CtIP, an important activator of HR, remain low due to proteasome-mediated degradation until S/G2; at this point in time, this degradation becomes inhibited, allowing for CtIP accumulation within the nucleus (15). Third, cyclin-dependent kinases (CDK) 1 and 2, which are most active during S/G2, phosphorylates CtIP and BRCA1, resulting in their activation (15-17). Activation of BRCA1 prevents 53BP1 from interfering with MRN, permitting end-resection and creating the single-stranded sequences (ssDNA) at the DSB necessary to initiate HR repair (18). Replication Protein A (RPA) is then added to the ssDNA to prevent the formation of secondary structures (19). Following end-resection, BRCA2 facilitates RAD51 loading which leads to strand-invasion and DNA repair in an error-free process (12, 20-23).

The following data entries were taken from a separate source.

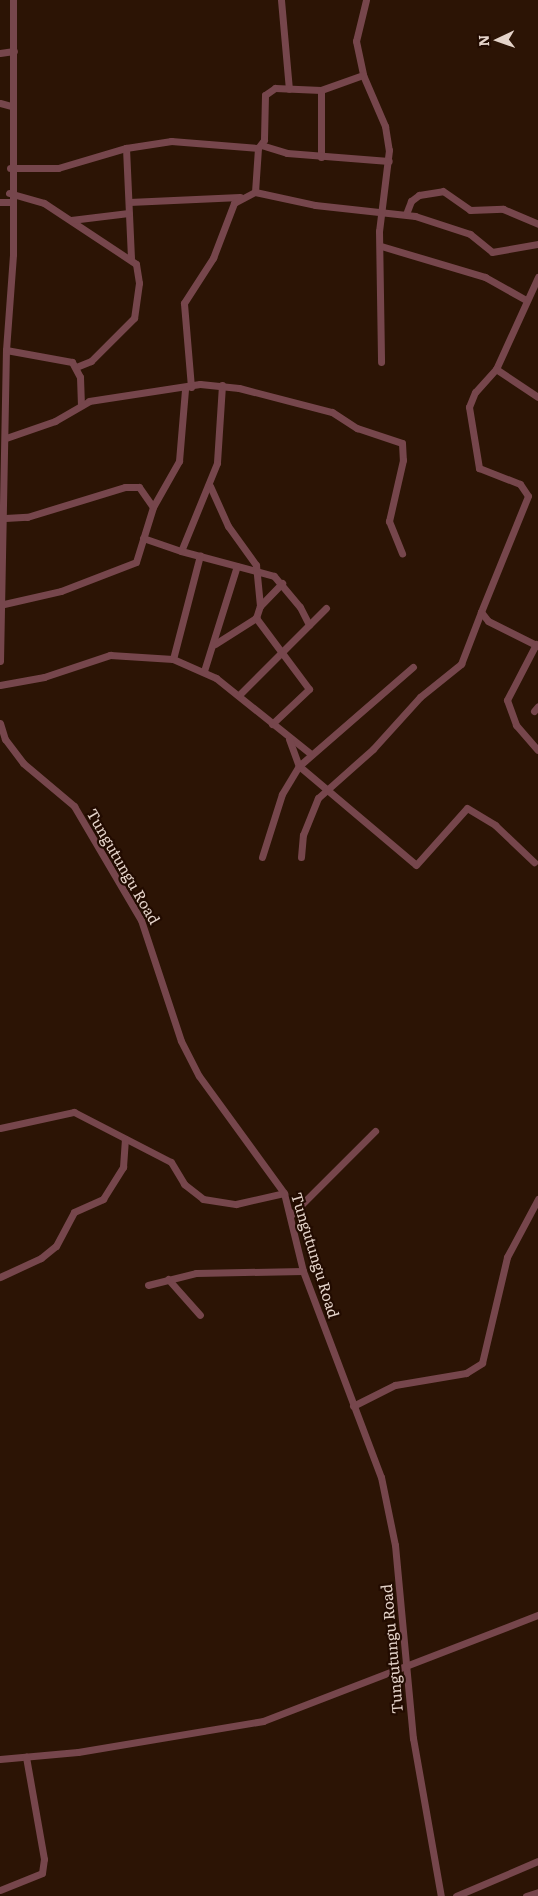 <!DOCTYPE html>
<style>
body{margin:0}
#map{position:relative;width:538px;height:1896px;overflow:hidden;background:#2c1405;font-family:Literata,serif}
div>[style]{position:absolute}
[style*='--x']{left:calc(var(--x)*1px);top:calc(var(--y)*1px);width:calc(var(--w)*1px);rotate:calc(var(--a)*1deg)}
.minor>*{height:7px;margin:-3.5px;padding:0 3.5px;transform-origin:3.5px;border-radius:3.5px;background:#76464c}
span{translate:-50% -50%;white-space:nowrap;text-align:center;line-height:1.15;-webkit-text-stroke:4.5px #220b00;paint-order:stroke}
.street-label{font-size:15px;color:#e5d4ca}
.north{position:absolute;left:473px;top:15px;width:50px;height:50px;-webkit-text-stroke:4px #220b00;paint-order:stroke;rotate:267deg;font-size:14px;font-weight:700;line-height:20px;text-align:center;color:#e5d4ca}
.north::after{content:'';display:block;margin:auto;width:18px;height:22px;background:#e5d4ca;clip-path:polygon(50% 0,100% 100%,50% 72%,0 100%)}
</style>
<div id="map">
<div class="minor">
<div style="--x:281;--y:0;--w:89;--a:84.9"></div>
<div style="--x:366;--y:0;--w:42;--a:103.7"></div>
<div style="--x:356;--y:41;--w:35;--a:78"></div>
<div style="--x:363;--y:75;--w:45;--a:160.3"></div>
<div style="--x:321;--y:90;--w:46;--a:-177.5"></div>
<div style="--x:275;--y:88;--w:12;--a:145"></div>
<div style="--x:265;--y:95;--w:45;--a:91.3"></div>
<div style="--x:264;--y:140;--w:10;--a:127"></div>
<div style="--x:258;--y:148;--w:44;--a:93.9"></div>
<div style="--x:255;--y:192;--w:61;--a:12.2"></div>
<div style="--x:315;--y:205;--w:101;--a:6.3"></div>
<div style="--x:415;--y:216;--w:58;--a:18.1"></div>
<div style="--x:470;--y:234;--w:28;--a:39"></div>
<div style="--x:492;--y:252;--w:47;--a:-9.9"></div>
<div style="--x:0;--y:53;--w:14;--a:-8"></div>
<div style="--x:363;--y:75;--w:56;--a:66.7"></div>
<div style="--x:385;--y:126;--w:24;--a:81"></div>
<div style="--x:389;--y:150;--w:82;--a:97"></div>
<div style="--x:379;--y:231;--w:131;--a:89.1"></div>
<div style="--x:321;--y:90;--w:67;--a:90"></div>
<div style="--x:0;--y:103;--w:11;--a:15"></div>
<div style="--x:261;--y:145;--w:27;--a:17"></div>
<div style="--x:287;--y:153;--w:102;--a:4.5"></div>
<div style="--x:126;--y:148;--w:110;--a:87.4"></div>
<div style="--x:10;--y:168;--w:48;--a:0"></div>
<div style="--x:58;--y:168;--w:71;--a:-16.4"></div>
<div style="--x:126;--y:148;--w:46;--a:-8.8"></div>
<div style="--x:171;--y:141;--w:87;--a:4.6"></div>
<div style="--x:9;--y:193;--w:36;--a:16"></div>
<div style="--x:44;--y:203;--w:110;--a:33.5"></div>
<div style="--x:136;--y:264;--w:19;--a:81"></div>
<div style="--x:139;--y:283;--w:35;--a:98"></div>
<div style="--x:134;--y:318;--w:61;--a:135"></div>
<div style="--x:91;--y:361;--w:16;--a:158"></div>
<div style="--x:0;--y:202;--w:11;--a:0"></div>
<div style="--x:129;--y:202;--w:111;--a:-2.6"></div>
<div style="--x:406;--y:214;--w:14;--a:-69"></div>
<div style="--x:411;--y:201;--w:10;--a:-37"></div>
<div style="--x:419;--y:195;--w:24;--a:-9"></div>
<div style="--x:443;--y:191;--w:33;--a:35"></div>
<div style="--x:470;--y:210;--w:33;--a:-2"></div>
<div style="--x:503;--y:209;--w:38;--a:23"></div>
<div style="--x:71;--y:220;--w:58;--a:-6.9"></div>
<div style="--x:381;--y:246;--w:109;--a:16.6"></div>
<div style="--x:485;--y:277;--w:47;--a:29.3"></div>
<div style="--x:538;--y:277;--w:101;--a:114.5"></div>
<div style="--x:496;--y:369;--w:31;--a:132"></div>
<div style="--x:475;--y:392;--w:16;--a:112"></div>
<div style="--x:469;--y:407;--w:62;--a:80.7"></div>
<div style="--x:479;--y:468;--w:44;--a:21.3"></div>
<div style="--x:520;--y:484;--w:14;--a:56"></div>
<div style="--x:528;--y:496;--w:125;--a:112.1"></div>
<div style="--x:481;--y:612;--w:11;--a:52"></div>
<div style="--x:488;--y:621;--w:56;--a:26.6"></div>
<div style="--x:6;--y:350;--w:67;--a:10.3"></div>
<div style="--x:72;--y:362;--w:17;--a:62"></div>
<div style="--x:80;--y:377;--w:28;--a:88"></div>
<div style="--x:496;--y:369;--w:50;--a:33.7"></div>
<div style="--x:222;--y:385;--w:78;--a:93.7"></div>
<div style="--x:217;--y:463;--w:95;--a:112.2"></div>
<div style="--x:181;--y:551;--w:96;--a:15"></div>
<div style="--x:274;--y:576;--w:40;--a:50"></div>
<div style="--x:300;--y:607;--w:20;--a:63"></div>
<div style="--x:191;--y:387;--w:84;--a:-94.8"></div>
<div style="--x:184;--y:303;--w:54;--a:-57.2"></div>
<div style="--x:213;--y:258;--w:59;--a:-69.1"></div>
<div style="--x:234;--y:203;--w:24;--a:-28"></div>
<div style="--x:6;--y:438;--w:52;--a:-19.1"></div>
<div style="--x:55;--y:421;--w:39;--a:-30"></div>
<div style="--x:89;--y:401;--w:112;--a:-8.7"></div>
<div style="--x:200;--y:384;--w:39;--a:6"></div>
<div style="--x:239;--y:388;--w:96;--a:14.5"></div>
<div style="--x:332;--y:412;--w:30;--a:33"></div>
<div style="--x:357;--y:428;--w:47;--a:18.4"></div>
<div style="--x:402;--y:443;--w:17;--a:87"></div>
<div style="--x:403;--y:460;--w:63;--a:102.9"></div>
<div style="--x:389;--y:521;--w:35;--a:68"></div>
<div style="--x:210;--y:486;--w:44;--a:65.8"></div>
<div style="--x:228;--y:526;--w:48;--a:54.3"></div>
<div style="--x:256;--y:565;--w:41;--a:84.4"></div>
<div style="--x:5;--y:518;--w:22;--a:-3"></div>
<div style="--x:27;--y:517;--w:102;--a:-17"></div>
<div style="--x:125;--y:487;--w:14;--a:0"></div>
<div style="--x:139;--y:487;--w:24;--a:55"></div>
<div style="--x:143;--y:538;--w:40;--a:18.9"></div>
<div style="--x:4;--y:604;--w:58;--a:-12.8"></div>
<div style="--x:61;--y:591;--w:80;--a:-21.1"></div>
<div style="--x:136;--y:562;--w:58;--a:-72.8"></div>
<div style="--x:153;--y:507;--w:53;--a:-60.5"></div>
<div style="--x:179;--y:461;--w:72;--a:-85.2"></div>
<div style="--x:215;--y:644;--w:49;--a:-32.4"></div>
<div style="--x:536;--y:644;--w:63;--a:117.4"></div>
<div style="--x:507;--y:700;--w:27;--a:70"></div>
<div style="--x:516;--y:725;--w:33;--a:49"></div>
<div style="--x:173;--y:659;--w:107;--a:-75.4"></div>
<div style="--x:0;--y:661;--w:311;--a:-88.9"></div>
<div style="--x:6;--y:350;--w:96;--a:-85.8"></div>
<div style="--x:13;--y:254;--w:254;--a:-90"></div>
<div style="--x:204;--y:671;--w:110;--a:-72.6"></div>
<div style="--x:0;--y:685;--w:45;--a:-10.3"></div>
<div style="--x:44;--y:677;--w:70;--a:-18.4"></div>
<div style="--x:110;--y:655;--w:63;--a:3.6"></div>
<div style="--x:173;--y:659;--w:47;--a:23.8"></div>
<div style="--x:216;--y:678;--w:122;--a:38.7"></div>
<div style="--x:239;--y:695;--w:123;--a:-45"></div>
<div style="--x:534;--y:711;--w:6;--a:-51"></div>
<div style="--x:0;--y:723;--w:17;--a:73"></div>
<div style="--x:5;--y:739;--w:30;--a:53"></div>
<div style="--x:23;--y:763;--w:67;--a:40.1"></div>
<div style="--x:74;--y:806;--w:132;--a:59.6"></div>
<div style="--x:141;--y:920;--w:127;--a:71.7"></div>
<div style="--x:181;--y:1041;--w:39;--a:63"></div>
<div style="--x:199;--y:1076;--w:145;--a:54"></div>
<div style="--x:284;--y:1193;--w:80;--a:76.3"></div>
<div style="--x:303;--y:1271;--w:220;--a:69.3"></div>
<div style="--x:381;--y:1477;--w:69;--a:78.4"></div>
<div style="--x:395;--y:1545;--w:194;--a:84.7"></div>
<div style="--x:413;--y:1738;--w:160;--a:80"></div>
<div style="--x:272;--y:724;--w:51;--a:-43.4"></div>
<div style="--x:309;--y:689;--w:89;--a:-126.7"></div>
<div style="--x:256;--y:618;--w:13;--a:-72"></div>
<div style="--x:260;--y:606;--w:32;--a:-46"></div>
<div style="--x:289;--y:739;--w:29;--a:70"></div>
<div style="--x:299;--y:766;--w:153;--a:40.2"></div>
<div style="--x:416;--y:865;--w:76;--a:-48.2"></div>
<div style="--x:467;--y:808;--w:33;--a:31"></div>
<div style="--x:495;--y:825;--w:54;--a:43.5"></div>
<div style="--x:262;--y:857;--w:66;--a:-72.4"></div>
<div style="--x:282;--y:794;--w:33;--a:-59"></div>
<div style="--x:299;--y:766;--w:151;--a:-41"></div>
<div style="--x:301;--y:857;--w:22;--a:-85"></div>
<div style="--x:303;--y:835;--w:40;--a:-68"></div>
<div style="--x:318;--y:798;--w:74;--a:-41.7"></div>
<div style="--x:373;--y:749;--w:70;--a:-47.9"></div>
<div style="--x:420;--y:697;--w:53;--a:-38.8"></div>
<div style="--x:461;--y:664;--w:56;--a:-69"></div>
<div style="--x:0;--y:1128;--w:76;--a:-12.2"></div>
<div style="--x:74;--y:1112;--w:109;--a:27.3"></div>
<div style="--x:171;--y:1162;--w:26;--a:59"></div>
<div style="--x:184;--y:1184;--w:24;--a:38"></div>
<div style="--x:203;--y:1199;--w:33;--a:9"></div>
<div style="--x:236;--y:1204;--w:49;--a:-12.9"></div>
<div style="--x:291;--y:1215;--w:119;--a:-45"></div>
<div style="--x:0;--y:1277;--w:45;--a:-24.9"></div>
<div style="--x:41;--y:1258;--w:19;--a:-39"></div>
<div style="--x:56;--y:1246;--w:38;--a:-62"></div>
<div style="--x:74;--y:1212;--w:32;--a:-24"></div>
<div style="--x:103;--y:1199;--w:38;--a:-58"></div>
<div style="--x:123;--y:1167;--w:28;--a:-86"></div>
<div style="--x:168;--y:1279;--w:48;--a:48.4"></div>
<div style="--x:148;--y:1285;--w:49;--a:-14"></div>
<div style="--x:196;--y:1273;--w:107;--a:-1.1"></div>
<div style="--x:353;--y:1406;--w:47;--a:-26.6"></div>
<div style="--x:395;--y:1385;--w:72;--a:-9.6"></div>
<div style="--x:466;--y:1373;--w:19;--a:-32"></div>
<div style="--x:482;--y:1363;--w:109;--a:-76.7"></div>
<div style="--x:507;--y:1257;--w:66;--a:-61.9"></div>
<div style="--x:0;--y:1759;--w:78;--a:-5.1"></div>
<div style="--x:78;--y:1752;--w:188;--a:-9.5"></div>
<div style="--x:263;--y:1721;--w:295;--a:-21.1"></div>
<div style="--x:0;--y:1890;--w:45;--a:-22"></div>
<div style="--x:42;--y:1873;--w:14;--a:-82"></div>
<div style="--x:44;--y:1859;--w:104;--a:-100"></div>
<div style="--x:456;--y:1896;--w:89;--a:-23.1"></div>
<div style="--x:526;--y:1896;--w:13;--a:-18"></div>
</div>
<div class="street-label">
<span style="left:124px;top:866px;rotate:60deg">Tungutungu Road</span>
<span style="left:316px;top:1255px;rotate:73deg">Tungutungu Road</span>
<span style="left:391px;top:1649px;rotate:-95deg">Tungutungu Road</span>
</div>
<div class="north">N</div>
</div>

Cell cycle arrest is another crucial aspect of the HR repair process. Without arrest, cell cycle progression will lead to mitosis and loss of the sister chromatids necessary for HR repair. The Ataxia Telangiectasia-Mutated (ATM) protein, in conjunction with MRN complex, is recruited and activated in response to DSBs (24). Activated ATM interacts and phosphorylates multiple proteins involved in initiating repair and checkpoint arrest, including Checkpoint kinase 2 (Chk2), NBS1, BRCA1 and MDC1 (25). Activation of these proteins leads to cell cycle arrest through actions on p53, Cdc25, BRCA1, FOXM1 and E2F1 (26). Loss of the ATM-Chk2 pathway has been shown to lead to genomic instability within cells as loss of cell cycle arrest limits HR repair of DNA damage, leading to accumulation of mutations and genomic instability as NHEJ assumes responsibility for repair.